Matt Flynn can't quite articulate what's different about his mindset during this training camp compared to the previous two, but as surely as Flynn's location has changed -- geographically and on the depth chart -- so, too, has there been a subtle shift in his competitive core. And Flynn is too candid to deny it.

"Obviously it was really exciting for me the last two years to have a chance to fight for a starting job," Flynn said, after a recent practice in Green Bay. "It's a different mentality going into training camp then. I would never say ... this year, it's still exciting.

"Mentally, inside, when I was competing for a starting job, there's only 32 jobs of those open in the NFL, and it's hard to get an opportunity to do it. It's a different feeling inside. There's no different approach to my game. I'm still in competition this year to be the backup.

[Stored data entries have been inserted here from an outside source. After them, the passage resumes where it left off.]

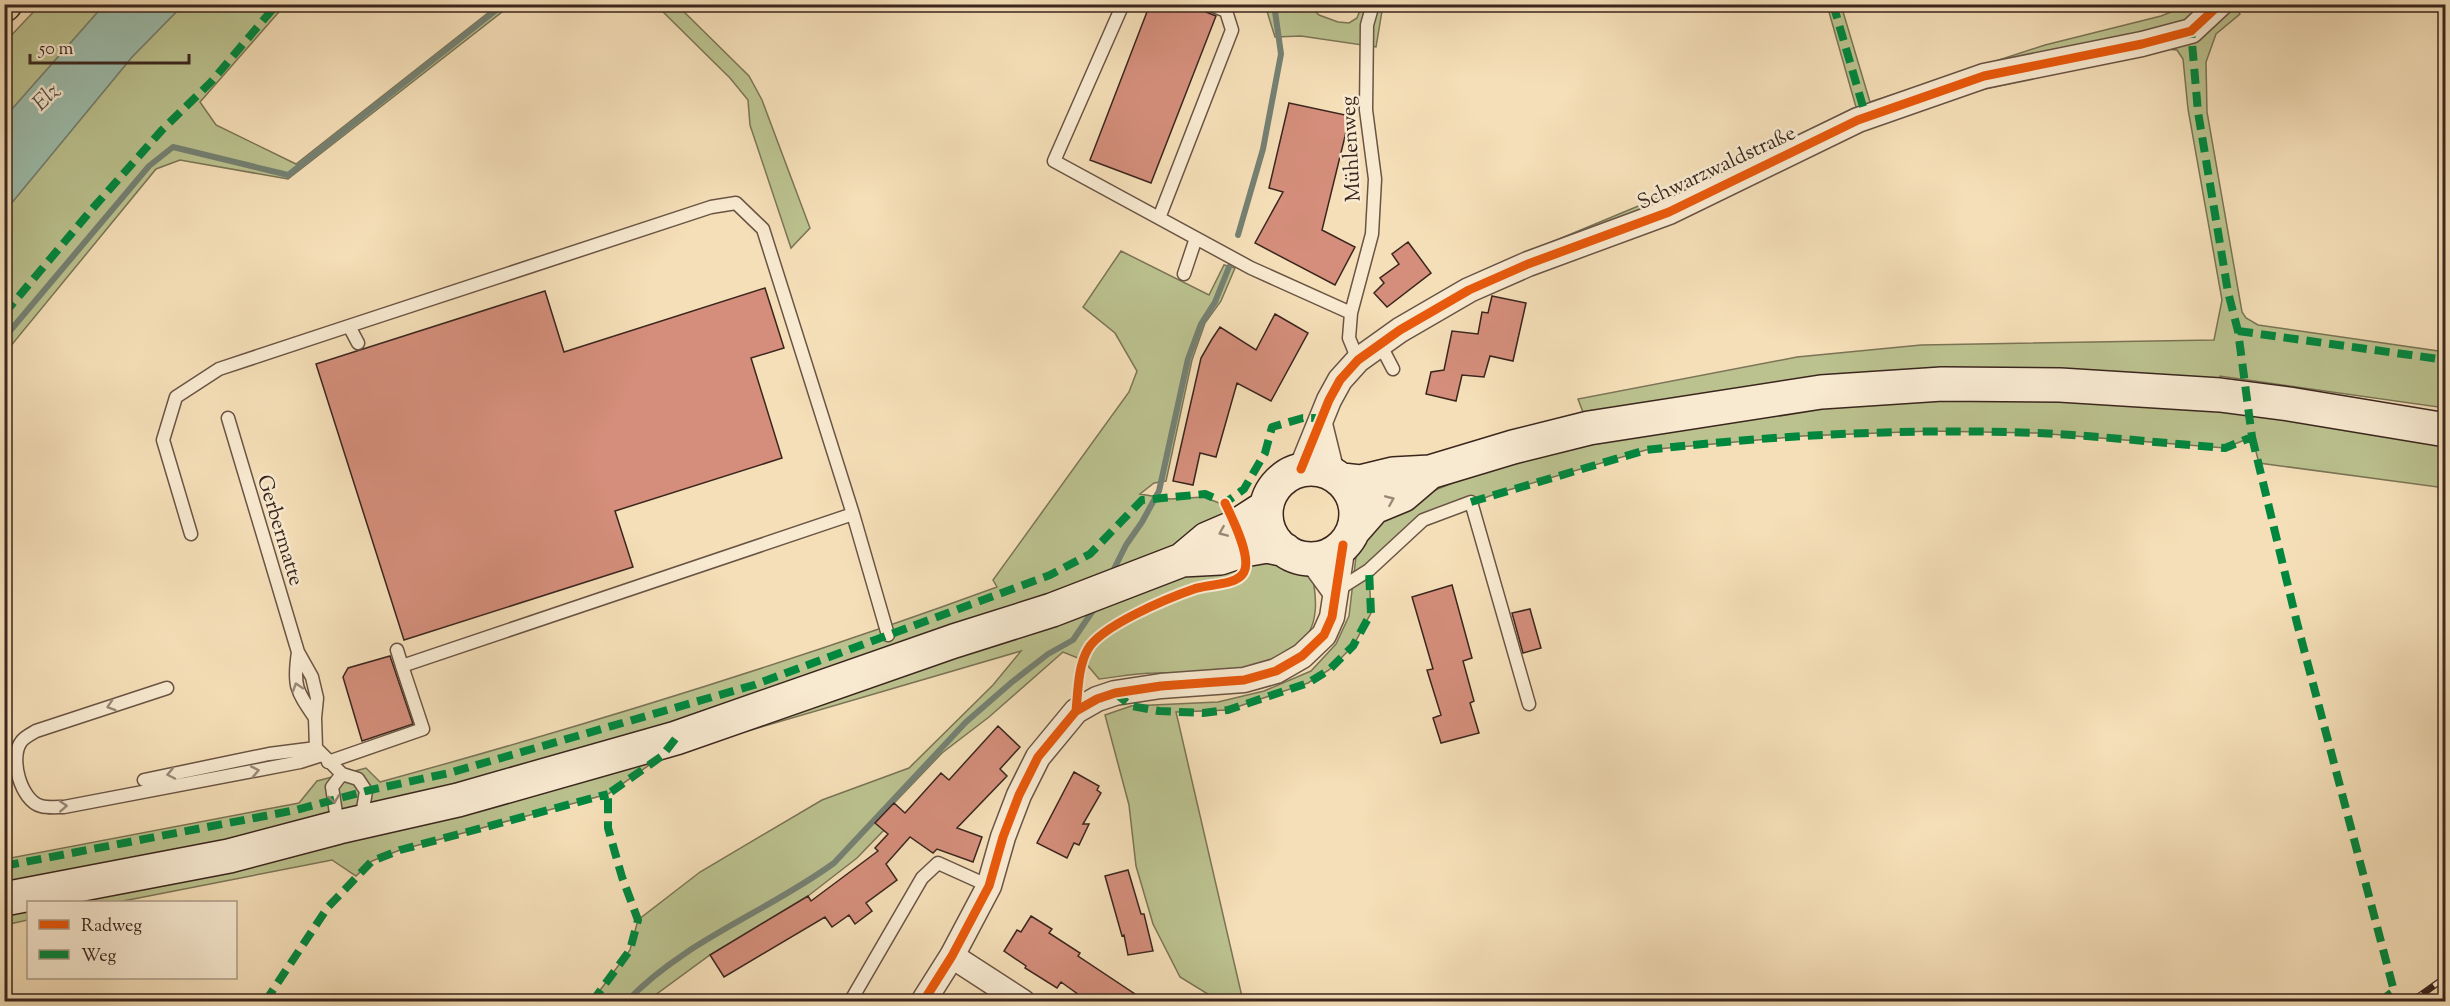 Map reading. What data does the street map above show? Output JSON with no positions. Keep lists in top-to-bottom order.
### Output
{
  "streets": {
    "street": ["Schwarzwaldstraße"],
    "lane": ["Mühlenweg", "Gerbermatte"]
  },
  "crossings": [
    ["Mühlenweg", "Schwarzwaldstraße"]
  ],
  "one_way": ["Gerbermatte"],
  "water": ["Elz"],
  "legend": ["Radweg", "Weg"],
  "scale_bar": "50 m"
}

I've got to go play just like I would be competing to start."

As the once-and-future backup to Aaron Rodgers, Flynn is continuing a career arc that, in six seasons, has encapsulated the hopes of players, the fears of teams and the fraught dynamics, crushing disappointments, misguided evaluations and overblown expectations surrounding what former Washington Redskins coach Joe Gibbs used to tell colleagues was the second most important position on a team.

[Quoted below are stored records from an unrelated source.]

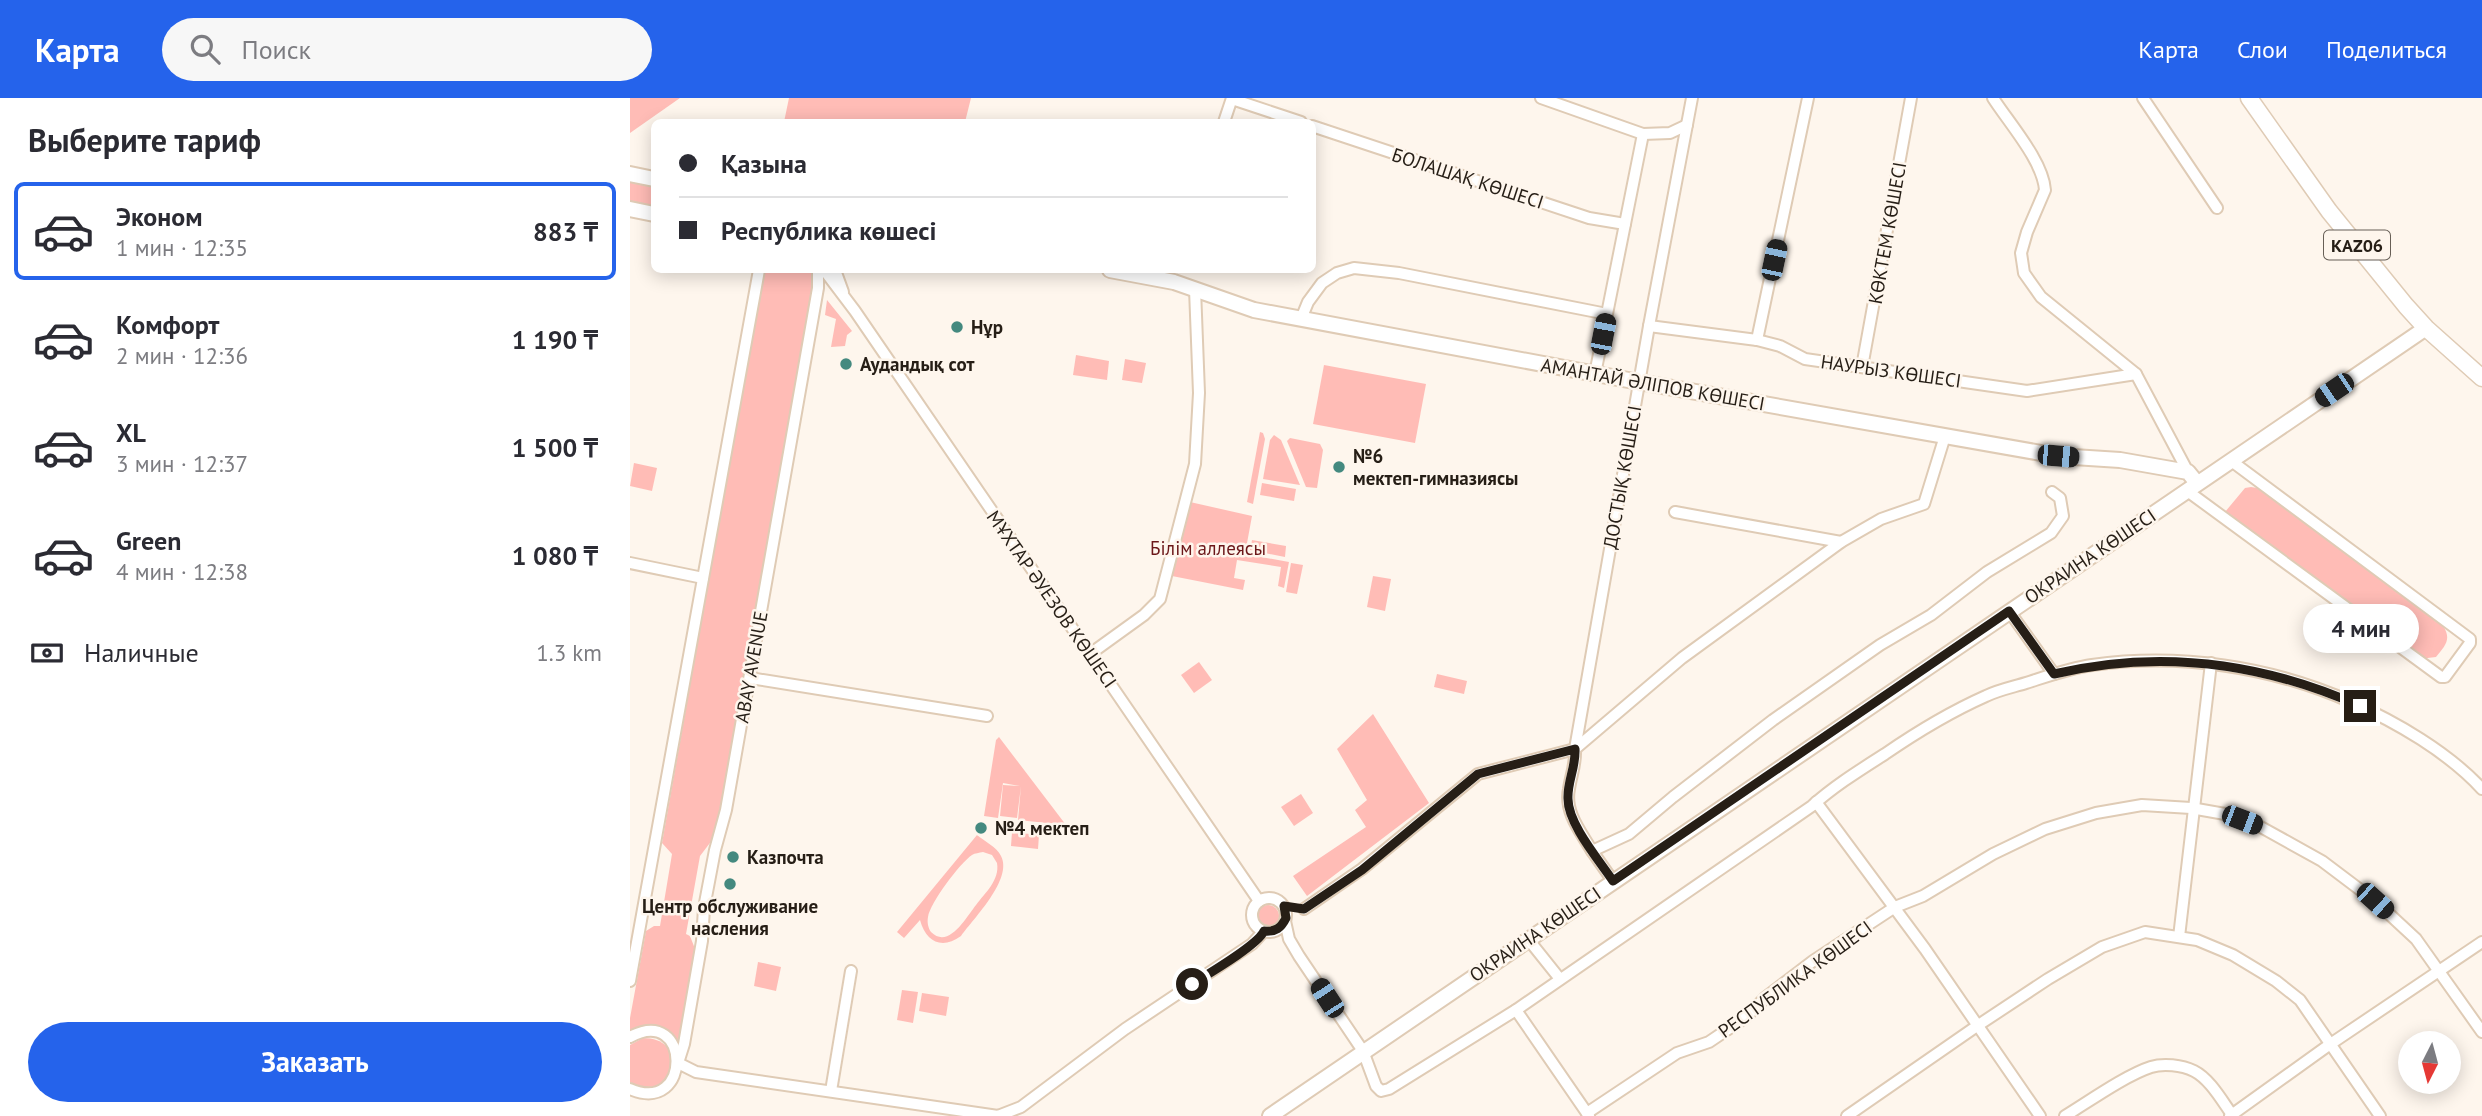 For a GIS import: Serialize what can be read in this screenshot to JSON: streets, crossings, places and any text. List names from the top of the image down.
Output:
{
  "streets": {
    "highway": ["KАZ06"],
    "main road": ["АМАНТАЙ ӘЛІПОВ КӨШЕСІ", "ОКРАИНА КӨШЕСІ"],
    "street": [
      "БОЛАШАҚ КӨШЕСІ",
      "КӨКТЕМ КӨШЕСІ",
      "НАУРЫЗ КӨШЕСІ",
      "ДОСТЫҚ КӨШЕСІ",
      "МҰХТАР ӘУЕЗОВ КӨШЕСІ",
      "ABAY AVENUE",
      "РЕСПУБЛИКА КӨШЕСІ"
    ]
  },
  "crossings": [
    ["КӨКТЕМ КӨШЕСІ", "НАУРЫЗ КӨШЕСІ"],
    ["KАZ06", "ОКРАИНА КӨШЕСІ"],
    ["НАУРЫЗ КӨШЕСІ", "ДОСТЫҚ КӨШЕСІ"],
    ["АМАНТАЙ ӘЛІПОВ КӨШЕСІ", "ДОСТЫҚ КӨШЕСІ"],
    ["АМАНТАЙ ӘЛІПОВ КӨШЕСІ", "ОКРАИНА КӨШЕСІ"],
    ["ДОСТЫҚ КӨШЕСІ", "ОКРАИНА КӨШЕСІ"]
  ],
  "parks": ["Білім аллеясы"],
  "places": [
    "Нұр",
    "Аудандық сот",
    "№6 мектеп-гимназиясы",
    "№4 мектеп",
    "Казпочта",
    "Центр обслуживание насления"
  ],
  "north": "bottom",
  "page": {
    "header": "Карта",
    "search": "Поиск",
    "nav": ["Карта", "Слои", "Поделиться"],
    "heading": "Выберите тариф",
    "banner": ["Қазына", "Республика көшесі"],
    "list": [
      {
        "name": "Эконом",
        "note": "1 мин · 12:35",
        "value": "883 ₸"
      },
      {
        "name": "Комфорт",
        "note": "2 мин · 12:36",
        "value": "1 190 ₸"
      },
      {
        "name": "XL",
        "note": "3 мин · 12:37",
        "value": "1 500 ₸"
      },
      {
        "name": "Green",
        "note": "4 мин · 12:38",
        "value": "1 080 ₸"
      }
    ],
    "bubble": "4 мин",
    "pay": ["Наличные", "1.3 km"],
    "buttons": "Заказать"
  }
}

For as much responsibility as backup quarterbacks often shoulder -- in many cases, their job demands they be able to, with little notice, drop their clipboard and hoist the weight of a season on the brink of disaster -- their position might also be the one that teams fumble more than any other. This reality confounds those decision-makers who strive to give their squad its best chance to win with the starter while simultaneously providing adequate insurance and managing the delicate chemistry that must be maintained among the players at the game's most closely scrutinized position.

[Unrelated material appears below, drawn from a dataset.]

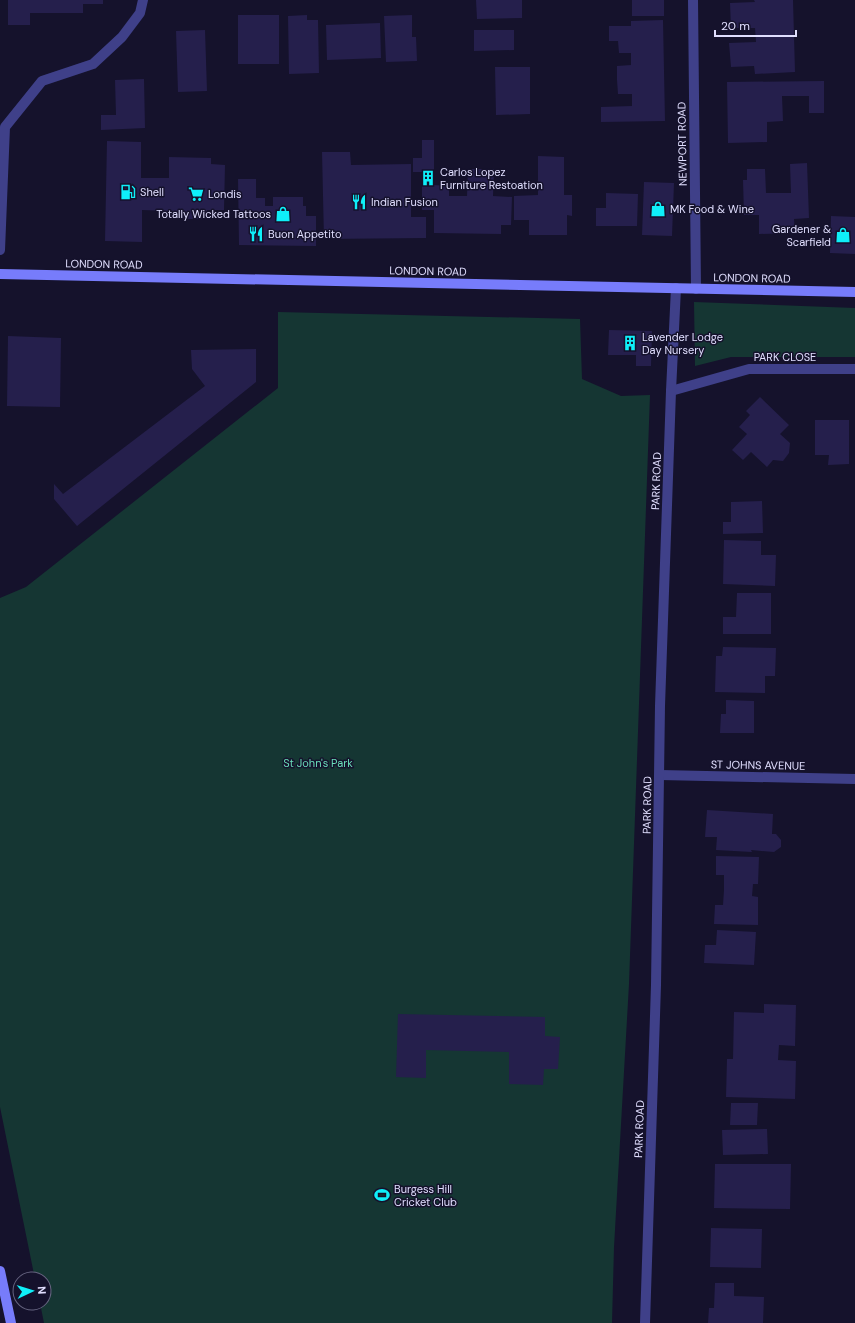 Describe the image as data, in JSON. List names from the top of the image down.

When Peyton Manning was lost for the entire 2011 season with neck issues, the Indianapolis Colts -- who had never needed to pay much attention to (or spend much money on) a backup behind the previously indestructible Manning -- imploded. The collapse cost executives and coaches their jobs and created a cautionary tale for those who work in a league that is ever more reliant on the quarterback -- and ever more at a loss when it comes to managing without one.
Cincinnati Bengals coach Marvin Lewis said teams think back to that situation all the time. Former Colts president Bill Polian, currently serving as an analyst on ESPN despite being widely regarded as one of the best team-builders in the game, ruefully told Lewis that he wouldn't be working in television now if he had only drafted Andy Dalton in the spring of 2011 to be Manning's backup.

Of course, the process of finding and grooming a good backup is complicated by many factors, including a salary cap that often restricts a team's ability to sign an experienced (and thus higher-priced) veteran, an unwillingness on the part of some veterans to cede their hopes of starting again, and -- in every case -- the limitations of a tight practice schedule that allows backups to log, at most, just a handful of snaps with the first-team offense. But there's also something much more rudimentary.

"Let's start with there's not enough good quarterbacks to begin with," said Pittsburgh Steelers offensive coordinator Todd Haley, who suffered through what he called "the worst-case scenario" as the Kansas City Chiefs head coach in 2011, as the team wound up using three different starting quarterbacks that season.

It all conspires to create a head-spinning turnstile under center. According to NFL Media research, 51 starting quarterbacks were used by the league's 32 teams last season, including 19 who were not the Week 1 starter. That was well behind the catastrophic 2007 season, when 64 starters were used -- the most in any season other than 1987, when replacement players were used.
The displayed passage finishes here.